Regulators have increased oversight and reporting requirements. Yet unethical behaviour continues. That’s because the problem isn’t just rogue employees as individuals, but the internal systems, policies and incentives that encourage unethical behavior.
Compensation and incentives are powerful drivers
Bonus structures can outweigh ethical considerations.
One of the most significant drivers of conduct risk in banking is compensation — especially large bonus opportunities tied to revenue or deal metrics. These incentives can make risky or unethical actions feel like rational choices, particularly when the personal upside is high and consequences are borne by the organisation rather than the individual.
Addressing fraud therefore requires attention to how policies and reward structures shape behaviour across the enterprise.
The gap in most culture assessments
Surveys and engagement scores don’t explain the why.
Traditional culture assessments often focus on employee attitudes, engagement and values statements.
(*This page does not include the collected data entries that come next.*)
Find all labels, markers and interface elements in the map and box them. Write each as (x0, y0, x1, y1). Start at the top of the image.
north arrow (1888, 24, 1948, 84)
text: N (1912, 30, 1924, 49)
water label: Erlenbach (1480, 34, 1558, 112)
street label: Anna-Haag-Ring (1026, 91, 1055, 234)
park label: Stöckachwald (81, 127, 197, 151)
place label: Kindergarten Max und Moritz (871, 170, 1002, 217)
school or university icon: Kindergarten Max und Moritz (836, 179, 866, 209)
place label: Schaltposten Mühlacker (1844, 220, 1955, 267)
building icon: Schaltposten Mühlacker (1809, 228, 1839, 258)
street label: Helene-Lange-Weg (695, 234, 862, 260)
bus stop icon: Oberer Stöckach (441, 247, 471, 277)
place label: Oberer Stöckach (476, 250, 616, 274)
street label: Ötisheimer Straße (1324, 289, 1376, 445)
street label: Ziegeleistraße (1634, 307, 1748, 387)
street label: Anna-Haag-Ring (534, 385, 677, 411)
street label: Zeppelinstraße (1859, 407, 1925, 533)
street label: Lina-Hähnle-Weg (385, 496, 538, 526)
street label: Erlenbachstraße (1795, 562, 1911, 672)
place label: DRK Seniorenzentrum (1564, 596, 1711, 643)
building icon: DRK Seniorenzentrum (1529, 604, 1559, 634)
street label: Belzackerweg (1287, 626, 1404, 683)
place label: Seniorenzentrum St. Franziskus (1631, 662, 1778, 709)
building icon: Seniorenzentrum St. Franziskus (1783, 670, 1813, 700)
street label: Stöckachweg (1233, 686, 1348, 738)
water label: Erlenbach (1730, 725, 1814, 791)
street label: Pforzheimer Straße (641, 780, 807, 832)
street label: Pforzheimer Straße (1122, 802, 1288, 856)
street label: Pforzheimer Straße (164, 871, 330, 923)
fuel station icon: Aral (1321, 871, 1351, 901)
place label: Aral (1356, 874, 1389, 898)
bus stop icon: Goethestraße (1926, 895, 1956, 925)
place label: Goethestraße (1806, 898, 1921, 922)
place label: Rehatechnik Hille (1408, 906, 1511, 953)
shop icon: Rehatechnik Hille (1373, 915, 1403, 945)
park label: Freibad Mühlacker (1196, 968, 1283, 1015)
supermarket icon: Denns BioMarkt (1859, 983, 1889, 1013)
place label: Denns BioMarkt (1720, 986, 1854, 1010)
These describe attitudes at a high level but fail to connect culture to business performance or to the causal factors that create risky behaviour.
Leaders can know how people feel about risk, but still lack insight into what in the system is actually driving them to take shortcuts or justify exceptions.
Mapping conduct risk with culture analytics
Culture is a network of causal factors that can be modelled.
Rather than mapping “culture” in the abstract, PYXIS uses a risk culture model and software that uses company data to produce a visual ecosystem map of the drivers of conduct risk.
These maps:
Show how factors interact,
Indicate whether a driver is acting as a business enabler or risk,
Link causal drivers directly to business KPIs,

A systems lens reveals hidden risks
Policies, procedures and leadership behaviour interact in complex ways.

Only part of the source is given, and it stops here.